Data items:

********

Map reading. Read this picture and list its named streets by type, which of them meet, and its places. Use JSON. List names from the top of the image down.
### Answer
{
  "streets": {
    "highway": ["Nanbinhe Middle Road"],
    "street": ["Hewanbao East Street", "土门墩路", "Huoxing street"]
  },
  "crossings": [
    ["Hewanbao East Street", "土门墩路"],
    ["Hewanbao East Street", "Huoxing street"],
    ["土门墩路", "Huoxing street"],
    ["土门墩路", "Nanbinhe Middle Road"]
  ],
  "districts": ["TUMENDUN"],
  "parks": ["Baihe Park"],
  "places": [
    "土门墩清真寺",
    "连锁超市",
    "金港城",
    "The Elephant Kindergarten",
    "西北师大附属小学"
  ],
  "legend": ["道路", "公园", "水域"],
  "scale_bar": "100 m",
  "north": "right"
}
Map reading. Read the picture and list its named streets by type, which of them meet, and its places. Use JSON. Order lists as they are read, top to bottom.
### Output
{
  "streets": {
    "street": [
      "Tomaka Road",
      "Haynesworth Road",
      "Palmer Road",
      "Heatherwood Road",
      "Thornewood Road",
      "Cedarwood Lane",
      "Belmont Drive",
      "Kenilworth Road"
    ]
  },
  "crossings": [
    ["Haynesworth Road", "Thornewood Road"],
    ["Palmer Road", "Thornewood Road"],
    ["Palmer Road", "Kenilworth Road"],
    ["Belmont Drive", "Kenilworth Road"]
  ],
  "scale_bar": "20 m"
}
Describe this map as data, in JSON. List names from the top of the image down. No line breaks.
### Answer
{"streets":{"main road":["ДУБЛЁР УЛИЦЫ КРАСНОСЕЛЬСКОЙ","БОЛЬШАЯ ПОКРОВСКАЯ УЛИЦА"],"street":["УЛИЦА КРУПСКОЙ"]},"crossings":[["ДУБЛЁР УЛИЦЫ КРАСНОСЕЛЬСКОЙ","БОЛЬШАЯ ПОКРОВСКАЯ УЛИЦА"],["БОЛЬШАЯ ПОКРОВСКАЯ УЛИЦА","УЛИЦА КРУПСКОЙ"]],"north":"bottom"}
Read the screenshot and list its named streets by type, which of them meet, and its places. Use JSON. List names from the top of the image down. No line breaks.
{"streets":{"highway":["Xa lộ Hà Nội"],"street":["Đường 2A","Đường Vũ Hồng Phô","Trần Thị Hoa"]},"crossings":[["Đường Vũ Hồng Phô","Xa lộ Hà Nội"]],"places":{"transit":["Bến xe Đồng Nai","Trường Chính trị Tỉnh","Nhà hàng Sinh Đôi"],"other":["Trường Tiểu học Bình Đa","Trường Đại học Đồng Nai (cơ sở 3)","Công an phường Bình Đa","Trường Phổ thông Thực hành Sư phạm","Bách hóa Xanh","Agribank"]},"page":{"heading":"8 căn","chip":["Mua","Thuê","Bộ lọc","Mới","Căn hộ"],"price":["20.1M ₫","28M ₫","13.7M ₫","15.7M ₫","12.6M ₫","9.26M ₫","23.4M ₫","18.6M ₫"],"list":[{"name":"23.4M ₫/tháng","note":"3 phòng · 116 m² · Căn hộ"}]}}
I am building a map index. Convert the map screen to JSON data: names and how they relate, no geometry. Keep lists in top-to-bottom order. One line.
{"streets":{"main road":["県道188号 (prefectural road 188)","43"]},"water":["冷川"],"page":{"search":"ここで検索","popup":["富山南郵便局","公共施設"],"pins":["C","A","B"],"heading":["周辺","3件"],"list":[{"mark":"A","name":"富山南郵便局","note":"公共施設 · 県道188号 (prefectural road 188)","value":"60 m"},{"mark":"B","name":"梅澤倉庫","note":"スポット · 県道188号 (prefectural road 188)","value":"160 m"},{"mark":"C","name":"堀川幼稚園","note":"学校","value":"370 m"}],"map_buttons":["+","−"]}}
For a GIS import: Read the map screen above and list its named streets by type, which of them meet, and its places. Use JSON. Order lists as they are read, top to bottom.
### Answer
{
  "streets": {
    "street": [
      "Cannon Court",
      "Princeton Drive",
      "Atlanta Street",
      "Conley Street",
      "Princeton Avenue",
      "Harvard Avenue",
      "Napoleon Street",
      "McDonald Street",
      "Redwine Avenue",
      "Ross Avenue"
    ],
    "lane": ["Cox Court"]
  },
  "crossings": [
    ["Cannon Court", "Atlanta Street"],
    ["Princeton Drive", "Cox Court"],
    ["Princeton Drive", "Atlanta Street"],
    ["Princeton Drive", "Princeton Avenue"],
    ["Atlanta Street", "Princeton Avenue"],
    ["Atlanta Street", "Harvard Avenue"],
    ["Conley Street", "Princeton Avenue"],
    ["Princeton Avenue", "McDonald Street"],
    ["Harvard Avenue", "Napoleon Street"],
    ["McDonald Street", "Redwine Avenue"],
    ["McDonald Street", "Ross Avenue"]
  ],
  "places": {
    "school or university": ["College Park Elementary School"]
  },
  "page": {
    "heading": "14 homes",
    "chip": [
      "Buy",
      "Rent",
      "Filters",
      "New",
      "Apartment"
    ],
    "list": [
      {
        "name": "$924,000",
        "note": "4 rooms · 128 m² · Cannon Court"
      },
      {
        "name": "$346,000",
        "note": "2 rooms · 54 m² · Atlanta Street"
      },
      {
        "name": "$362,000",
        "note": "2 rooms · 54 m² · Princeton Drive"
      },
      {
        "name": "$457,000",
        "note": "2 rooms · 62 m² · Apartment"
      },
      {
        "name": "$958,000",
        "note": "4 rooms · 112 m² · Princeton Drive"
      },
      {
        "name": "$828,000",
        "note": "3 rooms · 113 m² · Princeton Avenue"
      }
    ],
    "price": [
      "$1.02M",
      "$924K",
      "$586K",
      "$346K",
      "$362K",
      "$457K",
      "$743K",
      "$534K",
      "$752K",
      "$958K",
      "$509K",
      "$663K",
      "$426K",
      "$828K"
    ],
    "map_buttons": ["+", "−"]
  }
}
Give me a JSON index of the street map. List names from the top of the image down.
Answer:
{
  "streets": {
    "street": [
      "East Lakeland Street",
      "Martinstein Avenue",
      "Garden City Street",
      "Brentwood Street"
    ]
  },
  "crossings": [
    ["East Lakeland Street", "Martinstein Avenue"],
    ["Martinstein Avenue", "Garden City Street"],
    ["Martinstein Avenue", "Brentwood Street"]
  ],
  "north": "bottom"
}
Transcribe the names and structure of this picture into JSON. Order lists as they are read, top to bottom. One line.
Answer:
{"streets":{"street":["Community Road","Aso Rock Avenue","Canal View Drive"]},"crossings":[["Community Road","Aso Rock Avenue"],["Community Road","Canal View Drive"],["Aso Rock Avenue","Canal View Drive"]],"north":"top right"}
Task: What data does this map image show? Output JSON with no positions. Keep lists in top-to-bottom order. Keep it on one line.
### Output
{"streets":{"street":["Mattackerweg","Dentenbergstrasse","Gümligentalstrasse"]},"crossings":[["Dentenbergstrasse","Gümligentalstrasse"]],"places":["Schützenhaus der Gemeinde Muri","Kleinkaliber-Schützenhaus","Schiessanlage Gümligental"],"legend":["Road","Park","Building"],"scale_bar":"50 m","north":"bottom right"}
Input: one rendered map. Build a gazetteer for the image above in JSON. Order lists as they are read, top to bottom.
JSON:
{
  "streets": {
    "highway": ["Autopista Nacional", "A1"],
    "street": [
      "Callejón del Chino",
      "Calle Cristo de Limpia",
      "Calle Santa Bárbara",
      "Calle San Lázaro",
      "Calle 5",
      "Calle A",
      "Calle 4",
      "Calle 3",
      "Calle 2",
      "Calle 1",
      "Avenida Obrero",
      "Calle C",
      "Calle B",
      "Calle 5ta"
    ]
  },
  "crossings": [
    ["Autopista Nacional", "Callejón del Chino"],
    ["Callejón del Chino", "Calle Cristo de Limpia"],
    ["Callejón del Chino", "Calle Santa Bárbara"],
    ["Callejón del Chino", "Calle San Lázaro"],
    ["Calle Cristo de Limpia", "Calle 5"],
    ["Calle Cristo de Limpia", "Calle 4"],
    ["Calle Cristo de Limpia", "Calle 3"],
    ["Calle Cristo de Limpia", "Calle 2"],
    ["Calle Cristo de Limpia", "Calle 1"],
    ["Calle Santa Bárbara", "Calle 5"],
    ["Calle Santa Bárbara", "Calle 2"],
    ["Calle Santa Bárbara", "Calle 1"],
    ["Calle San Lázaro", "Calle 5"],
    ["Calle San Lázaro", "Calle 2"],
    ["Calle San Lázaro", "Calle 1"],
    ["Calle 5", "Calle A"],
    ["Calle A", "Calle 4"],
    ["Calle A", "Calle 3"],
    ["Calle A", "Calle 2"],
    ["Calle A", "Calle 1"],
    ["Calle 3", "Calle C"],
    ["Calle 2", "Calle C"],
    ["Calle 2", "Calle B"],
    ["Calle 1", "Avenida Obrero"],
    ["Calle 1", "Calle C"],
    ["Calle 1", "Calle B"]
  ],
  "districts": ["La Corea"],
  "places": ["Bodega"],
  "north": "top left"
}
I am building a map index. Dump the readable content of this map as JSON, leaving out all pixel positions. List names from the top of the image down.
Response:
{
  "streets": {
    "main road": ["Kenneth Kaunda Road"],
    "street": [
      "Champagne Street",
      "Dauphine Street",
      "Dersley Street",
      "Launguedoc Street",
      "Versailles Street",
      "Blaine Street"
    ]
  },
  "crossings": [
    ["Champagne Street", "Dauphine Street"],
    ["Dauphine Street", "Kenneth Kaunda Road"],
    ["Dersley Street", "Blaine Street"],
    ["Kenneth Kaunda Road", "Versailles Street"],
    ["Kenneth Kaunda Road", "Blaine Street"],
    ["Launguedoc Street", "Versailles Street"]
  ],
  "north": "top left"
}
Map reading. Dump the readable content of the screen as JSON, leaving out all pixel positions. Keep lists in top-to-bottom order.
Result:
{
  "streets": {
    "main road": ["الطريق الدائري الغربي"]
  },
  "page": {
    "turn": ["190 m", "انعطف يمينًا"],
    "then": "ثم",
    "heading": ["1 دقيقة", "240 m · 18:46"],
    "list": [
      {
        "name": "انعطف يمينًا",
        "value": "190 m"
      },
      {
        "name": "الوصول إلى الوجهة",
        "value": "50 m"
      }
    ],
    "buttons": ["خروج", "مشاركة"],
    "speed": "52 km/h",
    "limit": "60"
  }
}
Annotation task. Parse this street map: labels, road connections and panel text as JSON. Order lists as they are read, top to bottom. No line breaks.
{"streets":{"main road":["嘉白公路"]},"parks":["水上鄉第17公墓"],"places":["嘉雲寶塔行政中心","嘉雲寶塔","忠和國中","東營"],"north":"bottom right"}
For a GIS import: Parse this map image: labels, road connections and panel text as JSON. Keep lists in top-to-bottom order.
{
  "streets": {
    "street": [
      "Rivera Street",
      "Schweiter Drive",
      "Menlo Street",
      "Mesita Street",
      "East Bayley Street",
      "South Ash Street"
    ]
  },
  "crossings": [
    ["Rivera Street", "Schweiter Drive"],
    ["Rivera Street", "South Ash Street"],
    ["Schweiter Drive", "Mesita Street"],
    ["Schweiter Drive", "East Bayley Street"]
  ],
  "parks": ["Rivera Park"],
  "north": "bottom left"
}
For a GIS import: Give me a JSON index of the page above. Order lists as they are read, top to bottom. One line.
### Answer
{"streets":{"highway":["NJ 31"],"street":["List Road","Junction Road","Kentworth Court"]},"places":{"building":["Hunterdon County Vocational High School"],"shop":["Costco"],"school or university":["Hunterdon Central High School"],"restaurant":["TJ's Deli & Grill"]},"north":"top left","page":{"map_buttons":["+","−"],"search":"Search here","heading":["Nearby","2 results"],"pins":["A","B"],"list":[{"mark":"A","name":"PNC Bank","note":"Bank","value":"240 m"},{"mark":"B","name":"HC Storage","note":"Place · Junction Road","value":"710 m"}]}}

********

**DIRECTIONS:** Print only the lines from the top of the data above down to the line holding "Map reading. Read the", inclusive.

**RESPONSE TO THE TASK:**
Map reading. Read this picture and list its named streets by type, which of them meet, and its places. Use JSON. List names from the top of the image down.
### Answer
{
  "streets": {
    "highway": ["Nanbinhe Middle Road"],
    "street": ["Hewanbao East Street", "土门墩路", "Huoxing street"]
  },
  "crossings": [
    ["Hewanbao East Street", "土门墩路"],
    ["Hewanbao East Street", "Huoxing street"],
    ["土门墩路", "Huoxing street"],
    ["土门墩路", "Nanbinhe Middle Road"]
  ],
  "districts": ["TUMENDUN"],
  "parks": ["Baihe Park"],
  "places": [
    "土门墩清真寺",
    "连锁超市",
    "金港城",
    "The Elephant Kindergarten",
    "西北师大附属小学"
  ],
  "legend": ["道路", "公园", "水域"],
  "scale_bar": "100 m",
  "north": "right"
}
Map reading. Read the picture and list its named streets by type, which of them meet, and its places. Use JSON. Order lists as they are read, top to bottom.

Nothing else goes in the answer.